(Saved entries)
== Segment start ==

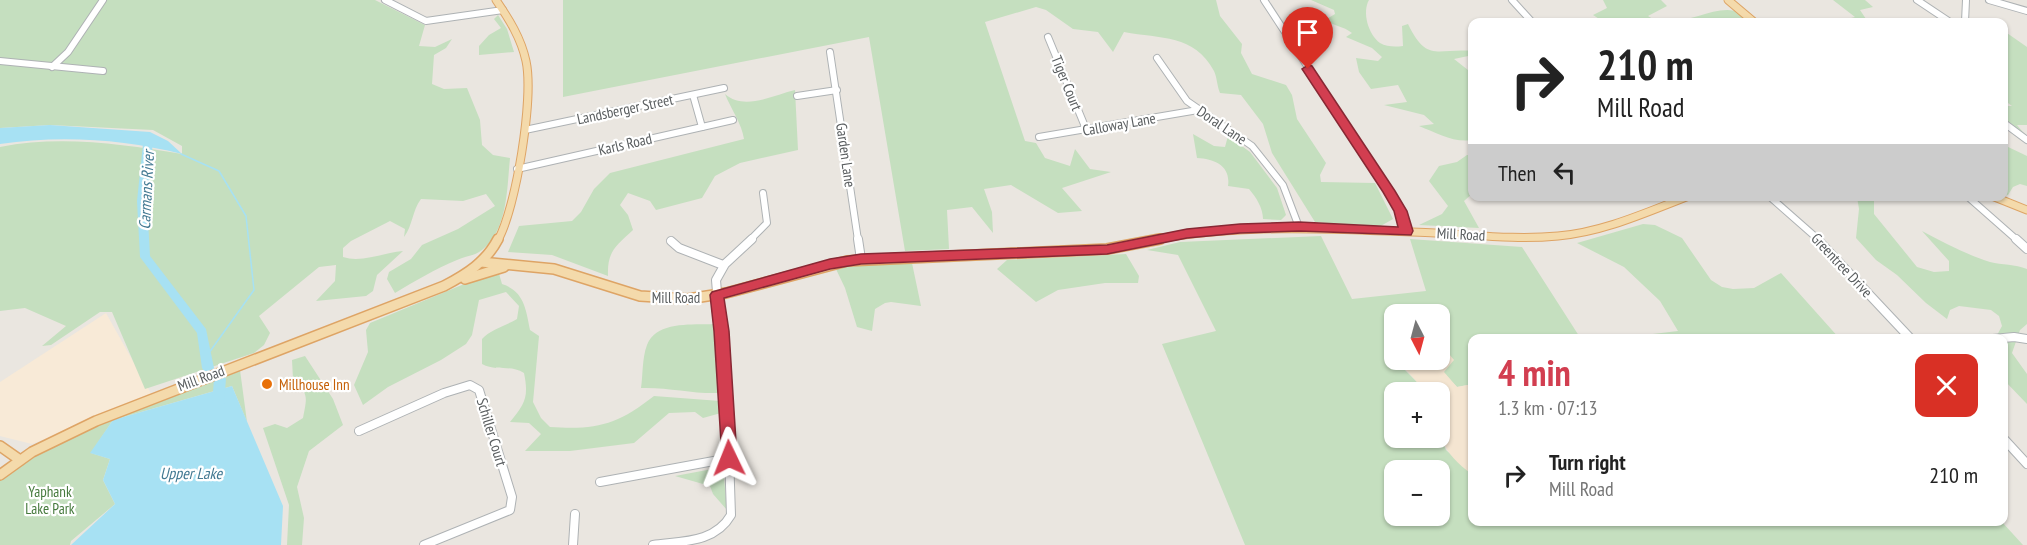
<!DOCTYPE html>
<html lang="en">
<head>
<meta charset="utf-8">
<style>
  body { margin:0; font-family:"PT Sans Narrow",sans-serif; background:#f2f2f2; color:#222; height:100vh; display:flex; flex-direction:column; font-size:22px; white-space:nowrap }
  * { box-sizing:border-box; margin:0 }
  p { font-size:20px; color:#767676 }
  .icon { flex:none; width:33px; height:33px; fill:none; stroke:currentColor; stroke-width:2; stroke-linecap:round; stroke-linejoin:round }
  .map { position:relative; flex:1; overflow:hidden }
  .panel { position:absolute; left:1468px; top:334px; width:540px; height:192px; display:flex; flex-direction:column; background:#fff; border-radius:12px; box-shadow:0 2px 4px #0004 }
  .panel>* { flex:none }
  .hud { position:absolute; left:1468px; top:18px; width:540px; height:183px; border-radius:12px; box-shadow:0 2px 4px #0004; background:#fff; color:#222; overflow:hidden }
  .needle { width:39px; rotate:174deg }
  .buttons { position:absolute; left:1384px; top:304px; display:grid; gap:12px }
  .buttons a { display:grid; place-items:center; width:66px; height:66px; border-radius:12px; background:#fff; box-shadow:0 2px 4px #0004; font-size:30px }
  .pin { position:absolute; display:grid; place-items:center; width:51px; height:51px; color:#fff; margin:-62px -26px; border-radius:50% 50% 50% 0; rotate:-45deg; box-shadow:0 0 6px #0007 }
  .pin .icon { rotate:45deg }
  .me { position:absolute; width:66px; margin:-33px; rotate:358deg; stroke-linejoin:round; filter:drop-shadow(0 0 4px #0008) }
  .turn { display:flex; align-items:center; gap:21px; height:126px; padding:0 30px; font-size:27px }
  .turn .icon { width:78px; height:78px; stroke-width:2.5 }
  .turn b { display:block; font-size:42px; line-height:51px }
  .then { display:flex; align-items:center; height:57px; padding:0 30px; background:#0003; gap:12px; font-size:22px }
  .round { display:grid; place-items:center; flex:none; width:63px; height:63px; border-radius:12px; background:#f2f2f2 }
  .head { display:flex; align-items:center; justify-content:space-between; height:102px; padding:0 30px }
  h1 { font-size:36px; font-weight:700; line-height:45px; color:#d23e50 }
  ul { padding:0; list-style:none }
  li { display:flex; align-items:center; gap:18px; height:78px; padding:0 30px }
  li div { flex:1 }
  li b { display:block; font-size:22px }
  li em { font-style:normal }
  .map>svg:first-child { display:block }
  .commercial { fill:#f8ead7 }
  .green { fill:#c5dfbf; fill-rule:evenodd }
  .sand { fill:#f4e5d1 }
  .water { fill:#a7e1f3 }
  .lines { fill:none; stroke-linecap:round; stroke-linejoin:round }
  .stream { stroke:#a7e1f3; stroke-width:1.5 }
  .river { fill:#a7e1f3; fill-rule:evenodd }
  .minor-far1-casing { stroke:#aeb2b4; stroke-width:8 }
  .minor-casing { stroke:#aeb2b4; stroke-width:10 }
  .major-far1-casing { stroke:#dea465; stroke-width:9 }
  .major-casing { stroke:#dea465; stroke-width:12 }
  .minor-far1 { stroke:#fff; stroke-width:6 }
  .minor { stroke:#fff; stroke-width:8 }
  .major-far1 { stroke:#f4daab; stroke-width:7 }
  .major { stroke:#f4daab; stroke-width:9 }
  .route { fill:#d23e50; stroke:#882834; stroke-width:1.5 }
  .food-dot { fill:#e8710a; stroke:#fff; stroke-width:2 }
  .labels { text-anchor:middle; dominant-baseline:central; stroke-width:4.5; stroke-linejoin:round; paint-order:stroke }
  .street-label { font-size:15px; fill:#595d5f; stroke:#fff }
  .food-label { font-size:15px; fill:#c56008; stroke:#fff; text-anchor:start }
  .park-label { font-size:15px; fill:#467a3d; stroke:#fff }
  .water-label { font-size:16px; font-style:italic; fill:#427992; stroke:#fff }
</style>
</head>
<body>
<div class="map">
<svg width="2027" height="545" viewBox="0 0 2027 545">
  <rect width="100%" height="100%" fill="#eae6e0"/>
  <polygon class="commercial" points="106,313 153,397 32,444 0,436 0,382"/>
  <g class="green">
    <path d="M 0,0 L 375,0 L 425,25 L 419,46 L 435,47 L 452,39 L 446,48 L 434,55 L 432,84 L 444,89 L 467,88 L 480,120 L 482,145 L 493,155 L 510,158 C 507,187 508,230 482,250 C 475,256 465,256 457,260 C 435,269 415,281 395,293 L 387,279 L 389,272 L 411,259 L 422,245 L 458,229 L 495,206 L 486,194 L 463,201 L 421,199 C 412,211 413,225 404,237 L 405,229 L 390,221 L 351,241 L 343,248 L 343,257 C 361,263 383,253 403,251 L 377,275 L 373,291 L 366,296 L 316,301 L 335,281 L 336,265 L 319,267 L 259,316 L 270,333 L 264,345 L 254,353 L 145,389 L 112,312 L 100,312 L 51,345 L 42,346 L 66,326 L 25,308 L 0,311 L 0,147 C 60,135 122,144 182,154 L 182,146 L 153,130 L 50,125 L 0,128 Z"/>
    <path d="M 563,0 L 1216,0 L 1220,16 L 1242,44 L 1241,53 L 1252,74 L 1286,85 L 1292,95 L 1297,119 L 1326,163 L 1320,175 L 1321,182 L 1375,183 L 1393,219 L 1379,227 L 1315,222 L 1272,153 L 1263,124 L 1241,95 L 1220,93 C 1217,86 1217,77 1214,71 C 1194,34 1161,39 1124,32 L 1113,52 L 1098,32 L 1073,29 L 1046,10 L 1036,7 L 985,22 L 1025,141 L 1036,143 L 1045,158 L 1070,166 L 1075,149 L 1090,169 L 1111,172 L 1062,188 L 1082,211 L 1058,213 L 1011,185 L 984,189 L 992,212 L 993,233 L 972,207 L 947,210 L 949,249 L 905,251 L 869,37 L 563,97 Z"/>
    <path d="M 1311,0 L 1369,0 C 1362,12 1368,34 1380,43 C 1387,47 1395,47 1403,46 L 1402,26 L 1408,24 C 1427,63 1436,48 1473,51 L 1473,55 L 1454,59 L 1473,74 L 1473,140 C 1453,143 1437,133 1419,126 L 1434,124 L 1424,115 L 1384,105 L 1407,102 L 1398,85 L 1371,89 L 1359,72 L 1356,58 L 1378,61 L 1382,57 L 1372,48 L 1346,37 L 1352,33 C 1343,26 1334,26 1325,20 L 1335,14 L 1334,10 Z"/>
    <path d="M 1603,0 L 1661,0 L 1667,6 L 1648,16 C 1676,35 1716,0 1740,13 C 1744,16 1747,20 1751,22 C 1742,22 1724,19 1718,20 C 1680,24 1642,22 1604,22 L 1593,15 L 1607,8 Z"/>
    <polygon points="1833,0 1865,0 1873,7 1860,10 1868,22 1836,22 1855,17"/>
    <polygon points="498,15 507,29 514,52 479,55 479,46 489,35 501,28 494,19"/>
    <polygon points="2004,31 2027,47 2027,125 2017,125 2027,137 2004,119 2004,106 2012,106 2004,100"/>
    <path d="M 795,90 L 798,150 L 740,163 L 715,176 L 702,198 L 656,210 L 650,201 L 628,193 L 620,205 L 628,215 L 633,230 C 616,246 607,251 608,276 L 552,255 L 508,252 L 519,226 L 572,221 L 581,212 L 594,189 L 610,173 L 744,139 C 742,124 731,109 725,94 C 744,111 774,95 795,90 Z"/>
    <path d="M 1193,134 L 1214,146 L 1225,147 L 1228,136 L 1250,152 L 1277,188 L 1286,215 L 1281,220 L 1263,219 C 1263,208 1256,197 1249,189 L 1228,186 C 1231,166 1215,159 1197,158 Z"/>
    <polygon points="2004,145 2027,156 2027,186 2020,184 2013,187 2008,195 2004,194"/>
    <polygon points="1467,155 1473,155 1473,193 1464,201 1479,228 1419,225 1442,214 1448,206 1429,181 1439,166 1457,162"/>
    <path d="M 1857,197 L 1874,197 L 1874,214 L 1917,267 L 1934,272 L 1949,271 L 1949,261 L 1922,231 C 1943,242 1967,255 1990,262 C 2002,265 2015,264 2027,269 L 2027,324 L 2020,330 L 2012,353 L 2027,374 L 2027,404 L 2004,380 L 2004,339 L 1995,339 L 2002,326 L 1999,316 L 1991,310 L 1959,306 L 1950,310 L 1947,319 L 1926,303 L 1897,275 L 1876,260 L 1856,238 L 1859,209 Z"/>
    <polygon points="1643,224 1655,225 1682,238 1711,280 1722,287 1733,289 1754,288 1781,273 1840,339 1611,339 1678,331 1660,301 1624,267 1577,243"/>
    <path d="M 1321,236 L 1352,299 L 1426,291 L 1410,239 L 1522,247 L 1581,339 L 1473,339 L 1473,384 L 1457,387 L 1443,372 L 1440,315 L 1395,315 L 1395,360 L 1417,382 L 1438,388 L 1443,398 L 1440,398 L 1440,393 L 1395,393 L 1395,438 L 1440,436 L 1446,450 L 1473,475 L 1473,522 L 2002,522 L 2023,545 L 1245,545 L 1162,344 L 1216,331 L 1178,255 L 1147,250 L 1180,242 ZM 1395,471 L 1440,471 L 1440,516 L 1395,516 Z"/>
    <polygon points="1126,254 1139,276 1138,283 1105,283 1058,290 1036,302 997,269 1007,260"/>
    <polygon points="912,263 921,306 891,302 885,303 875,309 872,331 857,327 845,288 835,267"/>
    <path d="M 498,270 L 502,284 C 524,291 526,309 530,330 L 539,336 L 533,402 L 541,418 L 550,427 C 597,430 617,425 654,396 L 720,401 L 721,413 L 703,418 L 695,412 L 669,413 L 634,443 L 570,451 L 525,451 L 541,434 L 529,423 L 510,422 C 525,404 529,397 524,373 C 510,364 497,372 482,364 L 482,339 C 491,329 505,326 517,319 L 519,306 L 506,292 L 479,300 L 472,335 L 466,344 L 441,360 L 388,387 L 363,405 L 354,385 L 368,352 L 366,330 L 370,323 Z"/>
    <path d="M 716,324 L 719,393 C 693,394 668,387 641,388 C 643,375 642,358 647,345 C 656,320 696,325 716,324 Z"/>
    <path d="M 305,356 L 333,399 L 343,425 L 309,451 L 297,487 L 304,518 L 302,545 L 287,545 L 289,505 L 263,428 L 275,424 L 287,428 L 303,418 C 307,397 309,394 293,379 L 292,360 Z"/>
    <polygon points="240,370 247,422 232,386 113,420 91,453 110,459 103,480 115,504 71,541 70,545 0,545 0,479 50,447 96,425"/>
    <polygon points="723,467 727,510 713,494 710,486 675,476"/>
  </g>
  <path class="sand" d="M 1440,343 L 1454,360 L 1444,372 L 1457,387 L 1473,384 L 1473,475 C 1439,450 1440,438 1440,398 L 1443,397 L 1438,388 L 1417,382 L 1397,360 L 1418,360 L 1426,363 L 1427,360 L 1440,360 Z"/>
  <g class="water">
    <path d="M 50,125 L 150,132 L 168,141 L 182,154 C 123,139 60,135 0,144 L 0,128 Z"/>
    <polygon points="232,386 283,506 281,545 71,545 115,504 103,480 110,459 90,453 113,420"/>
  </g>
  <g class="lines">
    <polyline class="stream" points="181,154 219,171 246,216 254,290 206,357"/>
    <g class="river">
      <polygon points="148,138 153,141 147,201 150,256 206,329 214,368 212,371 204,371 202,368 197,333 140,257 137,201 143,144 137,143 135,141 140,138"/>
      <polygon points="220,374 224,376 226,379 224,404 222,407 218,409 214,407 212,404 214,379 216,376"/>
    </g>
    <g class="minor-far1-casing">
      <g id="minor-far1">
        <polyline points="385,0 426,21 503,10"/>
        <polyline points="1264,0 1389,191 1401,211 1406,231"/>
        <polyline points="1512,0 1532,22"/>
        <polyline points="1917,0 1950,22"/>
        <polyline points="1989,0 2027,11"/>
        <polyline points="1965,22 1966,0"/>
        <polyline points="1048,37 1086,129"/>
        <polyline points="830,52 858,240"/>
        <polyline points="1157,58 1187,101 1252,146 1283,185 1299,227"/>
        <polyline points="0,61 103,71"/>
        <polyline points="52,67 68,52 103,0"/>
        <polyline points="693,95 702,127"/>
        <polyline points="797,96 837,90"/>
        <polyline points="2004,123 2027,140"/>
        <polyline points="525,130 724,88"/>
        <polyline points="1039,137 1198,110"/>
        <polyline points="517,169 733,120"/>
        <polyline points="1769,196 1819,240"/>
        <polyline points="1967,196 2017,240"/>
        <polyline points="750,240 767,223 763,193"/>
      </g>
    </g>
    <g class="minor-casing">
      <g id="minor">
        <polyline points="858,239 861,259"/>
        <polyline points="1817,239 1911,339"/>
        <polyline points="2016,239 2027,249"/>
        <polyline points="671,241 679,248 723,265"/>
        <polyline points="1993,339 2014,337 2027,339"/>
        <polyline points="359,431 444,393 470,385 479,390 512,497 510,510 424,545"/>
        <polyline points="2004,439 2027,464"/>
        <polyline points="600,482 730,458"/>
        <polyline points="573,545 575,514"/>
        <path d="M 653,545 C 682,541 715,543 731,515 L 728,424 L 716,280 L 725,264 L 752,239"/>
      </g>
    </g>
    <g class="major-far1-casing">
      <g id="major-far1">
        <path d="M 496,0 C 509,19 521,38 526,61 C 534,98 516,208 498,240"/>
        <polyline points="1728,0 1754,22"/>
        <polyline points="1992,196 2027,210"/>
        <path d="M 1152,240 C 1246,223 1340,229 1435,233 C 1476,235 1517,240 1558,236 C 1604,232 1647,212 1689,196"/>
      </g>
    </g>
    <g class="major-casing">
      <g id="major">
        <polyline points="481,262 554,269 640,296 688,299 726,293 847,261 1107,249 1160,239"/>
        <polyline points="465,279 504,267"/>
        <polyline points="0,446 20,460"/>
        <path d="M 0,475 L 32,452 L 96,421 L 444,286 C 467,274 486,262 498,239"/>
      </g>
    </g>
    <use href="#minor-far1" class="minor-far1"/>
    <use href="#minor" class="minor"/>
    <use href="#major-far1" class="major-far1"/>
    <use href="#major" class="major"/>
  </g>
  <polygon class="route" points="1308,65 1312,66 1395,191 1407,211 1413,231 1411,235 1299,231 1240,233 1187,238 1107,254 861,264 830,269 724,298 729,331 737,458 735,463 729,465 724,463 722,458 714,331 710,295 712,292 830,259 861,254 1107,245 1187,229 1240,224 1299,222 1398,227 1394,211 1383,192 1302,69"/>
  <circle class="food-dot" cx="267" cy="384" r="6"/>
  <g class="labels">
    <g class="street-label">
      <text transform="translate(1067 83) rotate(68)">Tiger Court</text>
      <text transform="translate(625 109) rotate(-12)">Landsberger Street</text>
      <text transform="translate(1119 124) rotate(-10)">Calloway Lane</text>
      <text transform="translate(1222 125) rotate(34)">Doral Lane</text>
      <text transform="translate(625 144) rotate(-13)">Karls Road</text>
      <text transform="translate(846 155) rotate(82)">Garden Lane</text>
      <text transform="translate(1461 234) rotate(3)">Mill Road</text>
      <text transform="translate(1842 265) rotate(47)">Greentree Drive</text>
      <text x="676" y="297">Mill Road</text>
      <text transform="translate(201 378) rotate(-20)">Mill Road</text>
      <text transform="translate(492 432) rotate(73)">Schiller Court</text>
    </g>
    <g class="food-label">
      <text x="279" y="384">Millhouse Inn</text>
    </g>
    <g class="park-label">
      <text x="50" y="491">Yaphank<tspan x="50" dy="17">Lake Park</tspan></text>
    </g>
    <g class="water-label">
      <text transform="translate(146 190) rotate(-87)">Carmans River</text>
      <text x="191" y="473">Upper Lake</text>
    </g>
  </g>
</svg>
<div class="buttons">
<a><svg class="needle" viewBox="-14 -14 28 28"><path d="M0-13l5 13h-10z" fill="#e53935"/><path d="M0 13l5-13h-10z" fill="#767676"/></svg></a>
<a>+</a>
<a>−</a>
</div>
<div class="pin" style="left:1308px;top:69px;background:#d93025"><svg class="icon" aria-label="arrive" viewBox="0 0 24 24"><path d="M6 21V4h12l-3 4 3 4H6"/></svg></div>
<svg class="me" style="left:729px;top:458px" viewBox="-20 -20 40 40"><path d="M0-17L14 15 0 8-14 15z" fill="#d23e50" stroke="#fff" stroke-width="4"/></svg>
<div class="hud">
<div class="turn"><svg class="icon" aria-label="right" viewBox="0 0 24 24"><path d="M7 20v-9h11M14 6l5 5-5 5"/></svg><div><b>210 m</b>Mill Road</div></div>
<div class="then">Then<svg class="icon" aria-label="left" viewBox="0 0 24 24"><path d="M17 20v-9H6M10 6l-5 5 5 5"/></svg></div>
</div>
<section class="panel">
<div class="head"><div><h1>4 min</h1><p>1.3 km · 07:13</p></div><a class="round" style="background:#d93025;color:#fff"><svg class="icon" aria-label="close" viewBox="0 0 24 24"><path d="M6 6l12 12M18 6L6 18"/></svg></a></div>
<ul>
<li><svg class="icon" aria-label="right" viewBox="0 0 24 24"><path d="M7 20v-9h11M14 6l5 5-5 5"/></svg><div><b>Turn right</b><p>Mill Road</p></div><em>210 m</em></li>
</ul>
</section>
</div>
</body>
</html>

== Segment end ==

**EXERCISE OBJECTIVE**
Copy out, from the data above, every line holding the word "hidden".

**RESPONSE**
  .map { position:relative; flex:1; overflow:hidden }
  .hud { position:absolute; left:1468px; top:18px; width:540px; height:183px; border-radius:12px; box-shadow:0 2px 4px #0004; background:#fff; color:#222; overflow:hidden }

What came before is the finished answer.